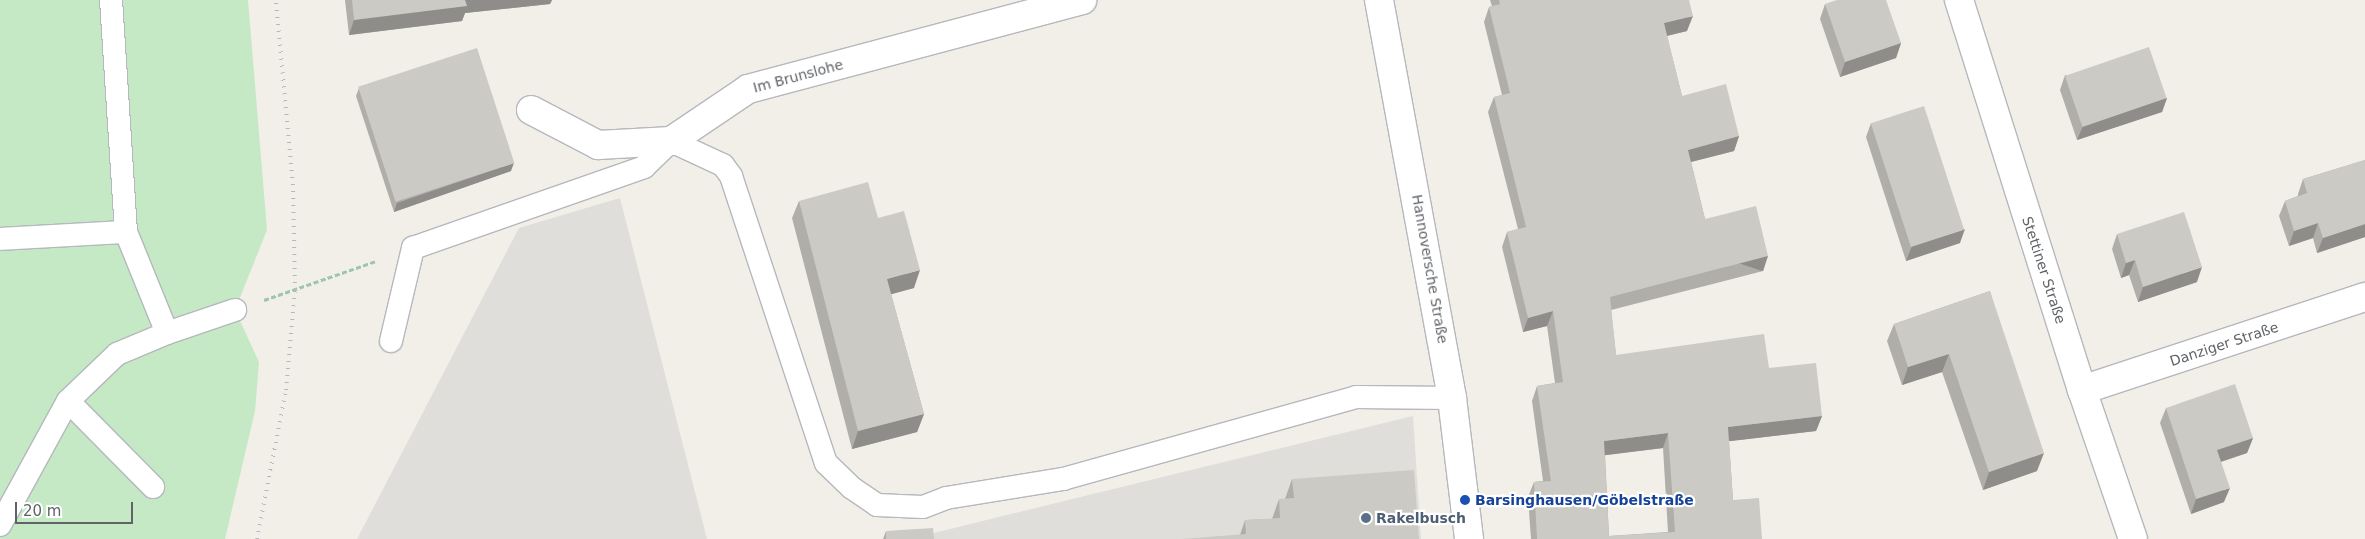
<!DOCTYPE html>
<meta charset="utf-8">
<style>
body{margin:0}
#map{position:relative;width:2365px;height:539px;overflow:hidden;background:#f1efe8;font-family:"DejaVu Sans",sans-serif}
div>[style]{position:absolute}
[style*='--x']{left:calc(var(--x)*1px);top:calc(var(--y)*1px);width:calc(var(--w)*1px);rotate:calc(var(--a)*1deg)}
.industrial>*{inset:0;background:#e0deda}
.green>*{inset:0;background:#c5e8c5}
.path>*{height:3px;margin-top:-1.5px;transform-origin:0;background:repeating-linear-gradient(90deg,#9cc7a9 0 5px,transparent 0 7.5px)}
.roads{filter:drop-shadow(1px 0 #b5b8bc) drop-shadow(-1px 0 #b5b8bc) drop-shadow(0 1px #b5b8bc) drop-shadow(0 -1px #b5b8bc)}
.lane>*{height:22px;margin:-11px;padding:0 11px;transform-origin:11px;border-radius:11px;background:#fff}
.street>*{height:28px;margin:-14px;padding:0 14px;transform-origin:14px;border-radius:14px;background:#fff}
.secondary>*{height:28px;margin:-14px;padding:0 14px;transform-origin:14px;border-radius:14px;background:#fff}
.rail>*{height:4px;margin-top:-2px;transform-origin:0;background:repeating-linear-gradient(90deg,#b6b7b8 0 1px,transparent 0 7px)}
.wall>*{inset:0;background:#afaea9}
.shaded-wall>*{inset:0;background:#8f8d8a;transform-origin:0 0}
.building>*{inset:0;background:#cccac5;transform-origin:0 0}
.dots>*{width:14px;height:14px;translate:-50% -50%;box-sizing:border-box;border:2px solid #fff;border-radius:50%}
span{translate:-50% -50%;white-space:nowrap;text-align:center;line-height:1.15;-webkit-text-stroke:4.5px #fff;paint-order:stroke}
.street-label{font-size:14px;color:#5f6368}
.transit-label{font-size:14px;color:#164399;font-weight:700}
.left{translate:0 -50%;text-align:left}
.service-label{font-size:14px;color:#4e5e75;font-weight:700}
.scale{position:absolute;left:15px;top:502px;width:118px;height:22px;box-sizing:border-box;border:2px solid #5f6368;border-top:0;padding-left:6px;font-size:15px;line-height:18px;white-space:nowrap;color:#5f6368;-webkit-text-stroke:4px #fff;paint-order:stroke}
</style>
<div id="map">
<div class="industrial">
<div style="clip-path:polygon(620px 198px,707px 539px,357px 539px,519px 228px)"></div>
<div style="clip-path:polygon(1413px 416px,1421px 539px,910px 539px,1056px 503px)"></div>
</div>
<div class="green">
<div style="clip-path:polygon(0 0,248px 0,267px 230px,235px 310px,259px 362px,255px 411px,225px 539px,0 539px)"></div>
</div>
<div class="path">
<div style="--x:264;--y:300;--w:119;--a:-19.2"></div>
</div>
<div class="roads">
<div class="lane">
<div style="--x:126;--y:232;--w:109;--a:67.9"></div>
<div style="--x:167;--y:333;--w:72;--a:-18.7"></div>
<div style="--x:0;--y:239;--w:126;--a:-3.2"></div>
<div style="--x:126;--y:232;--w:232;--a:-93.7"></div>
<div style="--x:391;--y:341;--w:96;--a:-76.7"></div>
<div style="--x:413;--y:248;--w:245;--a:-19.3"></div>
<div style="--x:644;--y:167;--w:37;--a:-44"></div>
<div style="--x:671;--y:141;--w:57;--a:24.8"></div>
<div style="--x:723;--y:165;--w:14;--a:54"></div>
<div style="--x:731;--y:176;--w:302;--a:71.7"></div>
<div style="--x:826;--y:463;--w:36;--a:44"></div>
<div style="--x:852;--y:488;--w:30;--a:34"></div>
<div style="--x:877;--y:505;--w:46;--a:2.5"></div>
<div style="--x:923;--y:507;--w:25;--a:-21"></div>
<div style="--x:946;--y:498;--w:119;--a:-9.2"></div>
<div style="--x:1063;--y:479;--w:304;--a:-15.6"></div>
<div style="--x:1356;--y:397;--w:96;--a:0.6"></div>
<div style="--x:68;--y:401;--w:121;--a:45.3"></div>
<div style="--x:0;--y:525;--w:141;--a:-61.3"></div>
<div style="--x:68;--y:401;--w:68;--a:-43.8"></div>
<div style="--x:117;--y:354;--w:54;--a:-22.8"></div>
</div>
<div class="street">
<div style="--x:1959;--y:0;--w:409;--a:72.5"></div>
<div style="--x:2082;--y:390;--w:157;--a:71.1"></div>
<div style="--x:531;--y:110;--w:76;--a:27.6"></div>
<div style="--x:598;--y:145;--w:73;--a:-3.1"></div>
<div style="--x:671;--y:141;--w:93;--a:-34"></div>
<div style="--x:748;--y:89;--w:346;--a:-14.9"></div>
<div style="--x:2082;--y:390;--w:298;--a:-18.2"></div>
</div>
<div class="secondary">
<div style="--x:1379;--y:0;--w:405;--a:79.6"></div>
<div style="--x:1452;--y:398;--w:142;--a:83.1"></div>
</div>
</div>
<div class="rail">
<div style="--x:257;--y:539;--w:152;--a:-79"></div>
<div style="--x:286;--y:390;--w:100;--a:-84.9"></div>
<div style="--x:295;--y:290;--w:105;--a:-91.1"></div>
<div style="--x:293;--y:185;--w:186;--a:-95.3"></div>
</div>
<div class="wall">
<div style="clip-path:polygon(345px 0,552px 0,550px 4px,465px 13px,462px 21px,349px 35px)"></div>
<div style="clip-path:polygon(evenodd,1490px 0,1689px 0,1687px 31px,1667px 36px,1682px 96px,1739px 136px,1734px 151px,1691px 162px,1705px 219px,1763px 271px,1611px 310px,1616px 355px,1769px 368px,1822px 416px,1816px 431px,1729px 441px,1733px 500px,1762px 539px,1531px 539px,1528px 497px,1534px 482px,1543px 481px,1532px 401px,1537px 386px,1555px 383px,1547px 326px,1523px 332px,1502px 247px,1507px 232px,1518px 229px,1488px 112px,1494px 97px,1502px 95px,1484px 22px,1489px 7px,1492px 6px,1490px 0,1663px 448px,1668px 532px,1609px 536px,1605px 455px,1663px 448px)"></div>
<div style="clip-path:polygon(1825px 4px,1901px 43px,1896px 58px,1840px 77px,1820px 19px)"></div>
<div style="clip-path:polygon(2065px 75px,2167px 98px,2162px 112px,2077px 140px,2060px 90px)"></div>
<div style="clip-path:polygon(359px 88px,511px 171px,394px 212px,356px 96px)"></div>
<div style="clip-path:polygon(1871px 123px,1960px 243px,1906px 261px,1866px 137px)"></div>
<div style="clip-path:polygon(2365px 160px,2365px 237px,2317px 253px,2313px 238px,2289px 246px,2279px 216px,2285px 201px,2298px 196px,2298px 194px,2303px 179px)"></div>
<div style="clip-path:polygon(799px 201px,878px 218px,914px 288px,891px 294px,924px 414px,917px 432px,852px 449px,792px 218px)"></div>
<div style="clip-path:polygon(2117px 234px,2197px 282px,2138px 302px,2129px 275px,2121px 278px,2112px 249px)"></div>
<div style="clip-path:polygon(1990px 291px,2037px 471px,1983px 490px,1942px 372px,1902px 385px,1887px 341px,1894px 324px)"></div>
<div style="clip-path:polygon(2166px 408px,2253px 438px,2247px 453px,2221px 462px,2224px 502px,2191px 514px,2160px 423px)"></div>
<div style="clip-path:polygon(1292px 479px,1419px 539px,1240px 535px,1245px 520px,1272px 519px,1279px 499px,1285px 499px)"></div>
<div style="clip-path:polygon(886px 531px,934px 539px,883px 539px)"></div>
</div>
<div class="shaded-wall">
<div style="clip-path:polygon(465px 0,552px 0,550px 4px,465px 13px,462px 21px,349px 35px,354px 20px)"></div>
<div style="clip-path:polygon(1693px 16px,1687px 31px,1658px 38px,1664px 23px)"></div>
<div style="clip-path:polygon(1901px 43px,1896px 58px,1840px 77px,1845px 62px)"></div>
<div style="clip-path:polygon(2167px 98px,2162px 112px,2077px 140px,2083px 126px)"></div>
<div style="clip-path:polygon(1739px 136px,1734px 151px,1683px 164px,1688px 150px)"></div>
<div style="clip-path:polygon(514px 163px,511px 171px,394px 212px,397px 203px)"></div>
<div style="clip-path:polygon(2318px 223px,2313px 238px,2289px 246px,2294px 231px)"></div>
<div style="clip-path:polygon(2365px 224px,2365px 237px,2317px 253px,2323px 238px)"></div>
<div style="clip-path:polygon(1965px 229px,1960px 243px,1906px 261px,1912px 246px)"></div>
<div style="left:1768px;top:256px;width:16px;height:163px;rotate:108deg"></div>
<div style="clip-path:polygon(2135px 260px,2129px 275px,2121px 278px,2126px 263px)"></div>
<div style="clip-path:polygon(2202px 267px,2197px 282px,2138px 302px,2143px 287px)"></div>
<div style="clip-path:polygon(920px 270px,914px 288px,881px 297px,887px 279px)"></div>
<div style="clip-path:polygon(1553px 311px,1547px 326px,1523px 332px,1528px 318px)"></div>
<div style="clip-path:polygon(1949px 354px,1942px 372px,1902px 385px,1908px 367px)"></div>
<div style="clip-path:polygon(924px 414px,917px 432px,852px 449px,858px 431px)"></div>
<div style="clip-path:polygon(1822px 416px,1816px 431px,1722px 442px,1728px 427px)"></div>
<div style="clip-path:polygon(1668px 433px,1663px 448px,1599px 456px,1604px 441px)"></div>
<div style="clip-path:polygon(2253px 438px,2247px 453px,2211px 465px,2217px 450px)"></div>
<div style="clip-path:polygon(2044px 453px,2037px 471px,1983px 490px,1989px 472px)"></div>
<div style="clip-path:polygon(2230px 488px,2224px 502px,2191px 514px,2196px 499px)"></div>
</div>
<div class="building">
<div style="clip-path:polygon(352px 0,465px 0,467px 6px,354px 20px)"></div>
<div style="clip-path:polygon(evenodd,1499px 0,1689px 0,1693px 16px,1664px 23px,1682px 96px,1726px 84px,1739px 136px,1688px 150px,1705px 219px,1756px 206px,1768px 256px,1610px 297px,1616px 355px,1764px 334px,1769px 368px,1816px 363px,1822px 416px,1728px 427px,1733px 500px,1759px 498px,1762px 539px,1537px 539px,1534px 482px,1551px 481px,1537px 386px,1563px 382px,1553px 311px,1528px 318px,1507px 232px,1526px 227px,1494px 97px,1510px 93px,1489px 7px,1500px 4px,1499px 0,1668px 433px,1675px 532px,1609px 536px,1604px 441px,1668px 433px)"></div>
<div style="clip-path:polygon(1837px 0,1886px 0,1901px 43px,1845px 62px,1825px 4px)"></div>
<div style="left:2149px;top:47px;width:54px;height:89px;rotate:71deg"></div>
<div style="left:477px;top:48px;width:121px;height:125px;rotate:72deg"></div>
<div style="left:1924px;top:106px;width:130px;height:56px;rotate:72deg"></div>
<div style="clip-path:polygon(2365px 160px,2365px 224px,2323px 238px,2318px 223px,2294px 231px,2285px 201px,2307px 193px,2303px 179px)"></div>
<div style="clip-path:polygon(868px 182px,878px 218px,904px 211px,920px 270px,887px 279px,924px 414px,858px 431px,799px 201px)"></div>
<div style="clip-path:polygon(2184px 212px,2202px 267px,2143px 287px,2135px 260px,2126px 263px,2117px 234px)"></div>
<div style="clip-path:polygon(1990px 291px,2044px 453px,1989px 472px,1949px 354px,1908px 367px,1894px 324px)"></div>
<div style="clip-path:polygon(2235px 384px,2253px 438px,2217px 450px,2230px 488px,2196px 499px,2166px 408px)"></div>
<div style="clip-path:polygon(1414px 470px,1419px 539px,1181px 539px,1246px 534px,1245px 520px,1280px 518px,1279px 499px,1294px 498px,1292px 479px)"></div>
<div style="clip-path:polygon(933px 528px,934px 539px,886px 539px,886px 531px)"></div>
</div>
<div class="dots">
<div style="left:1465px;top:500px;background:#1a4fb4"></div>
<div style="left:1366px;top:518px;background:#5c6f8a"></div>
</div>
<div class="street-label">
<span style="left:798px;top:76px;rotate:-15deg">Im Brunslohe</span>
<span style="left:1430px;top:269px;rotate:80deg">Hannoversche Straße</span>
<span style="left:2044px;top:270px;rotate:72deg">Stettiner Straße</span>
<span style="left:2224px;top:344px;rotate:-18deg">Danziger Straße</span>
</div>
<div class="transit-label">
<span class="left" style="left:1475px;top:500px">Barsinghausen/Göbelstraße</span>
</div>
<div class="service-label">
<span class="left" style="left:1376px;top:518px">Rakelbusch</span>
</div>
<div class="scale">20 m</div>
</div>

◇ ◇ ◇

#### [Activity]
Find the lines above that contain the word "shaded" and copy each one.

#### [Answer box]
.shaded-wall>*{inset:0;background:#8f8d8a;transform-origin:0 0}
<div class="shaded-wall">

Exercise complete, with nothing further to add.